From the outset, the article has a confusing structure. The writer indicates that “three failings stand out,” and then appears to only describe two, at least in terms of subtitles: competitiveness and jobless growth. We’ll take a leap of faith, and guess that the third is intended to be US public finances. The writer describes the matter as “high” on the “the country’s real to-do list” and worth “sorting out,” and so deems it at least somewhat in need of discussion.

To squeeze the US’ crushing debt in as a side topic seems to undermine the needed confrontation of what is the single most important challenge facing the US. Why is that so? To begin, the writer doesn’t mention that according to the International Monetary Fund, US government debt is on pace to overtake GDP by 2012, which is next year.

Nor does the writer mention the fact that Standard & Poor’s recently downgraded the credit rating outlook for US government debt to negative for the first time ever since it began rating US debt about 70 years ago.

Of course, the outlook downgrade came after China-based Dagong Global Credit Rating Co. already downgraded the US’ actual sovereign credit rating to AA, also with a negative outlook. Certainly, Dagong Global does not provide a Nationally Recognized Statistical Rating Organization (NRSRO)-accepted opinion, but it’s already a very public one, and it was likely the catalyst that lit a fire under S&P to finally admit something is amiss with regard to US fiscal health.

Lastly, unlike many other nations, the US ratio of debt to GDP is calculated to exclude state and local government debt, a discrepancy some analysts estimate would tack another $1 trillion onto the national debt. If that figure is in the right ballpark, it would mean that the US is already in Greece-like territory when it comes to nearing default. Put simply, the scale of the debt and deficit problem is far beyond what the writer chooses to seriously consider.

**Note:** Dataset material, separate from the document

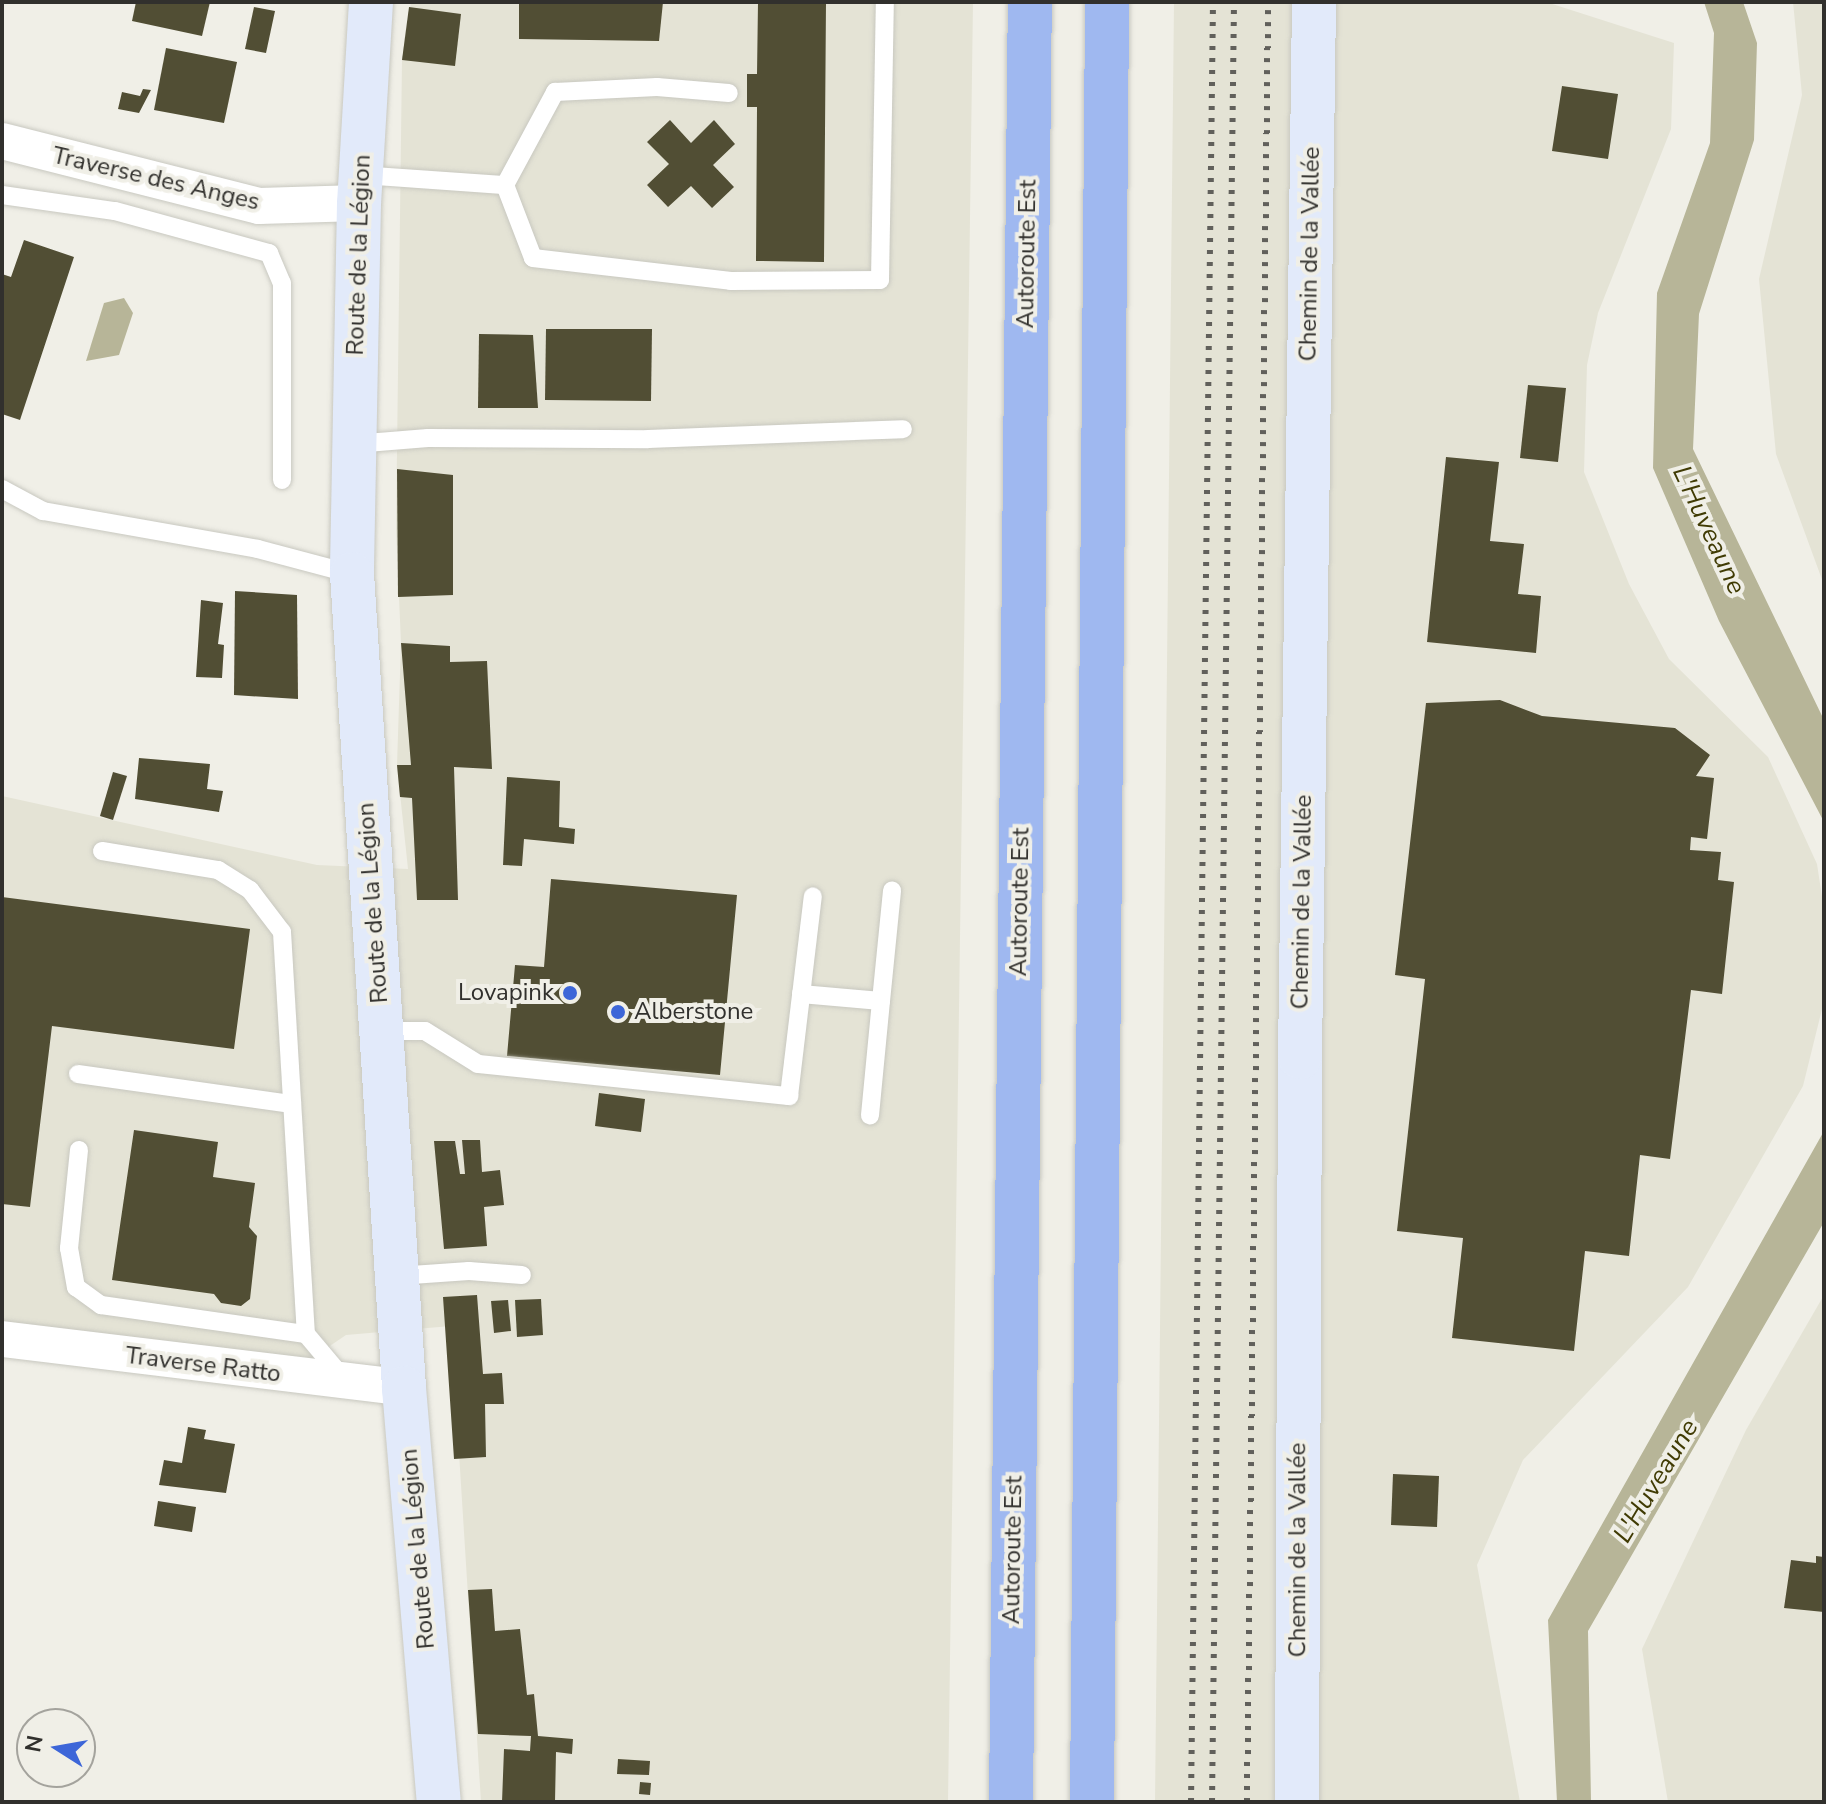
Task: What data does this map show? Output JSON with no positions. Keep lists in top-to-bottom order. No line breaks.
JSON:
{"streets":{"highway":["Autoroute Est"],"main road":["Chemin de la Vallée","Route de la Légion"],"street":["Traverse des Anges","Traverse Ratto"]},"crossings":[["Traverse des Anges","Route de la Légion"],["Route de la Légion","Traverse Ratto"]],"water":["L'Huveaune"],"places":["Lovapink","Alberstone"],"north":"left"}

The US economy is not in the midst of just one more quirky moment in the story of a comeback kid. The US economy is in a life and death struggle – it’s a nation that in the medium term is teetering on the brink of default – and it could potentially drag the world’s reserve currency, the US dollar, down alongside with it.

The situation is not necessarily hopeless, and there’s much that could still be done to restore the US economy. However, to blithely suggest that as of now a “rosier outlook” for the US is possible, or that the nation may already be on “the brink of a revival,” is simply counterproductive.

Today, there is cause for far more than angst in the United States.